EXERCISE MATERIALS Start Marker

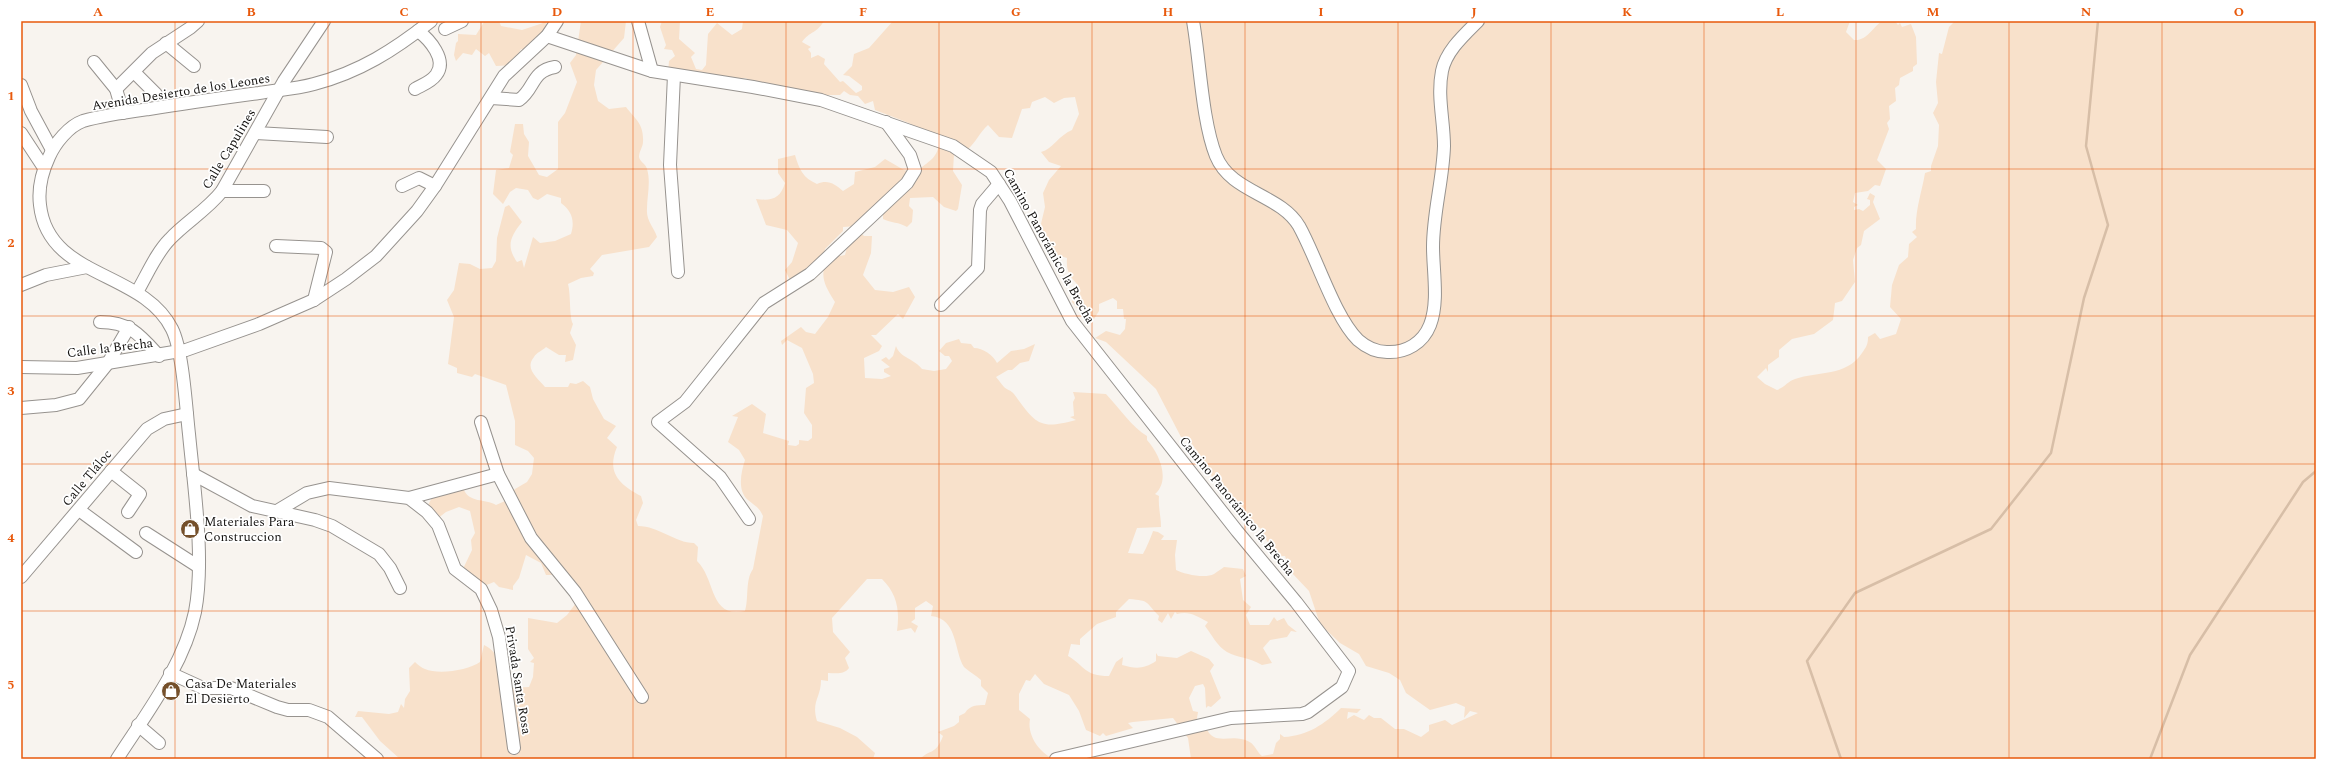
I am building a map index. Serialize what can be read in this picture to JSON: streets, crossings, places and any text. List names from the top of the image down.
{
  "streets": {
    "street": [
      "Avenida Desierto de los Leones",
      "Calle Capulines",
      "Camino Panorámico la Brecha",
      "Calle la Brecha",
      "Calle Tláloc",
      "Privada Santa Rosa"
    ]
  },
  "crossings": [
    ["Avenida Desierto de los Leones", "Calle Capulines"],
    ["Avenida Desierto de los Leones", "Calle la Brecha"],
    ["Avenida Desierto de los Leones", "Calle Tláloc"]
  ],
  "places": {
    "shop": ["Materiales Para Construccion", "Casa De Materiales El Desierto"]
  },
  "grid": {
    "columns": [
      "A",
      "B",
      "C",
      "D",
      "E",
      "F",
      "G",
      "H",
      "I",
      "J",
      "K",
      "L",
      "M",
      "N",
      "O"
    ],
    "rows": [
      "1",
      "2",
      "3",
      "4",
      "5"
    ]
  }
}
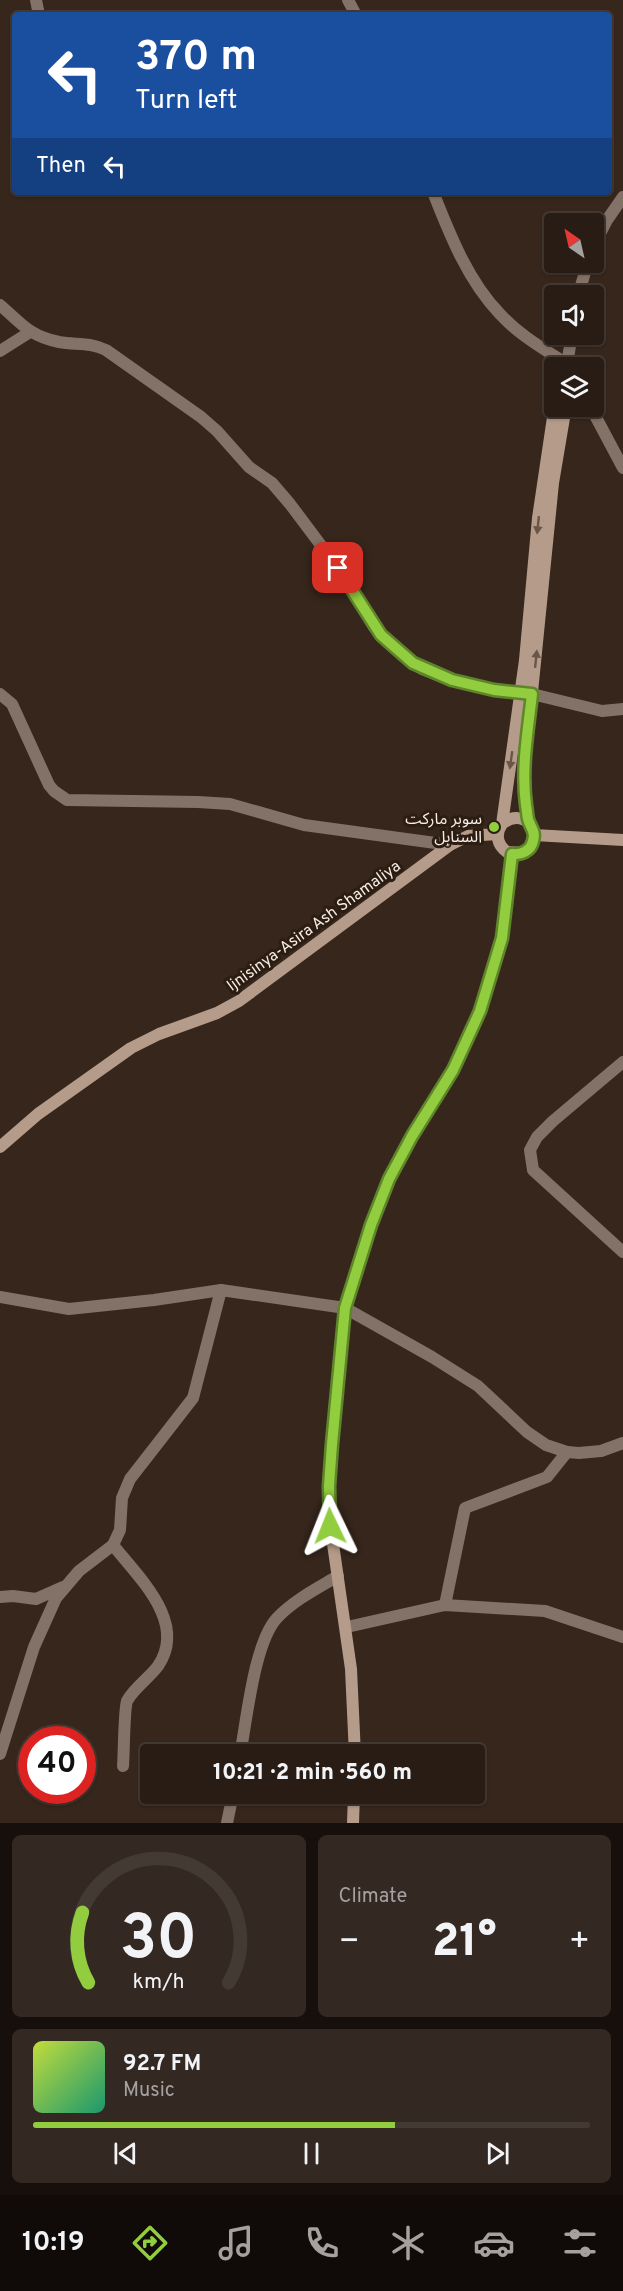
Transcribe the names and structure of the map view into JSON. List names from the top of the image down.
{
  "streets": {
    "street": ["Ijnisinya-Asira Ash Shamaliya"]
  },
  "places": ["سوبر ماركت السنابل"],
  "north": "top left",
  "page": {
    "turn": ["370 m", "Turn left"],
    "then": "Then",
    "limit": "40",
    "trip": "10:21 · 2 min · 560 m",
    "tile": "Climate",
    "heat": ["−", "21°", "+"],
    "song": ["92.7 FM", "Music"],
    "tabs": "10:19",
    "gauge": ["30", "km/h"]
  }
}
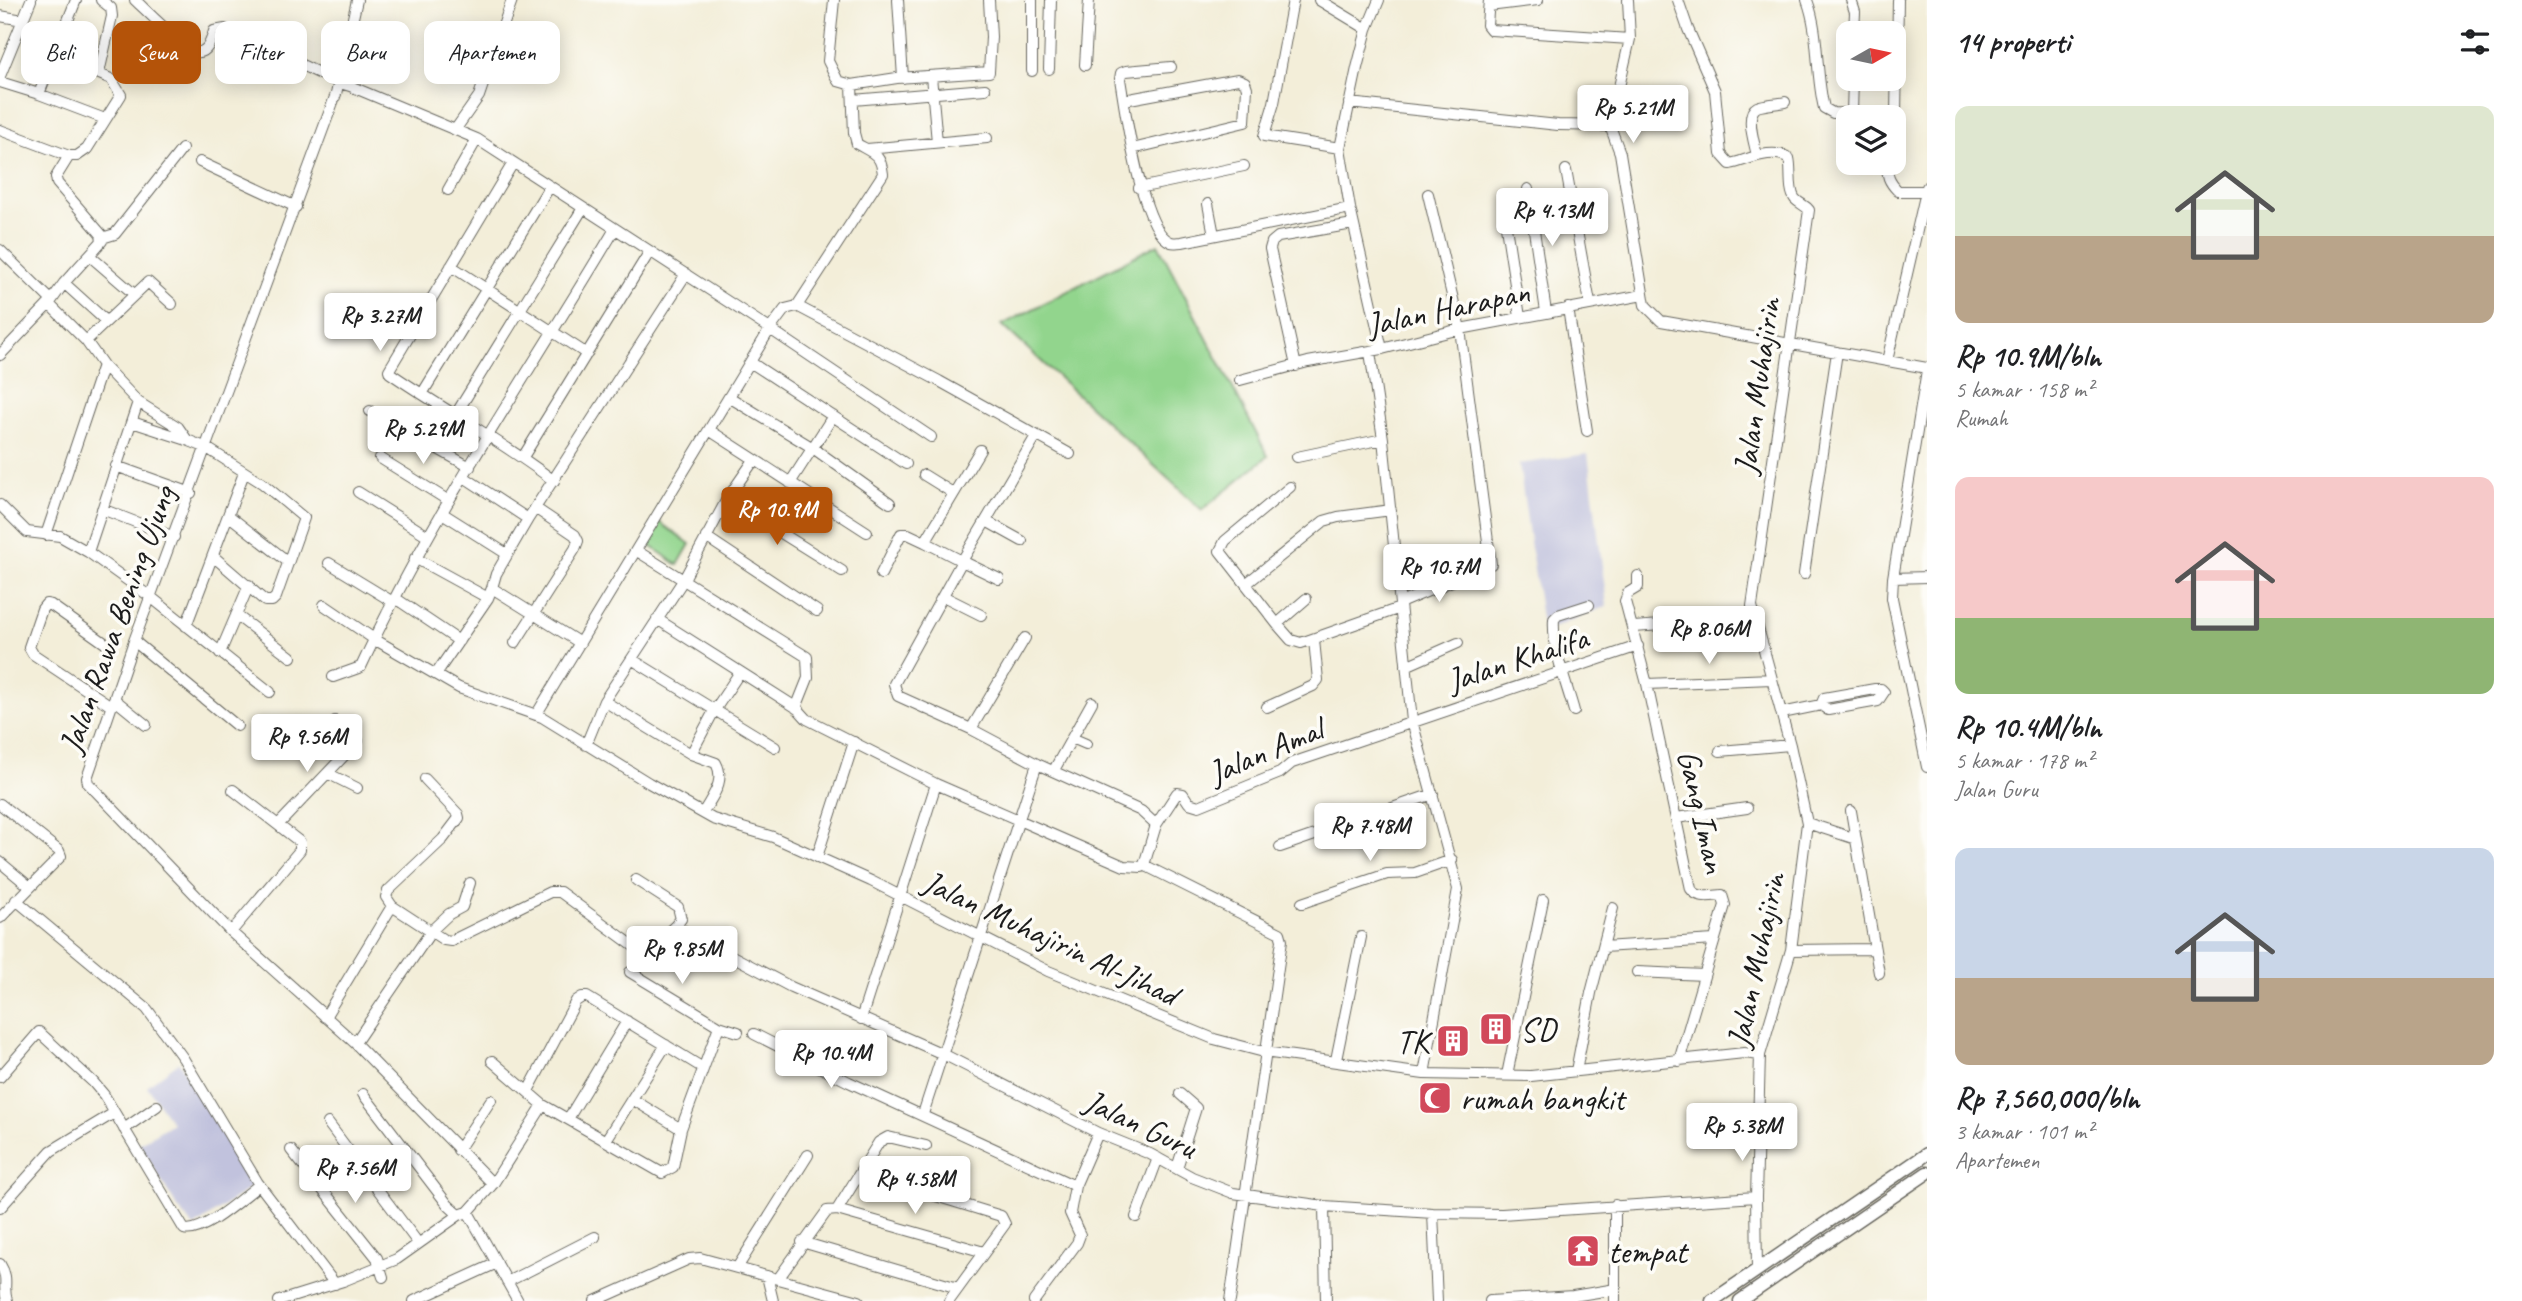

EXERCISE MATERIALS End Marker

--- ABOUT THIS EXERCISE ---
Leave out each picture and extract the lines from the one containing "Transcribe the names" through the end of the records above, inclusive, exactly as they stand.

--- TASK RESULT ---
Transcribe the names and structure of the map view into JSON. List names from the top of the image down.
{
  "streets": {
    "street": ["Ijnisinya-Asira Ash Shamaliya"]
  },
  "places": ["سوبر ماركت السنابل"],
  "north": "top left",
  "page": {
    "turn": ["370 m", "Turn left"],
    "then": "Then",
    "limit": "40",
    "trip": "10:21 · 2 min · 560 m",
    "tile": "Climate",
    "heat": ["−", "21°", "+"],
    "song": ["92.7 FM", "Music"],
    "tabs": "10:19",
    "gauge": ["30", "km/h"]
  }
}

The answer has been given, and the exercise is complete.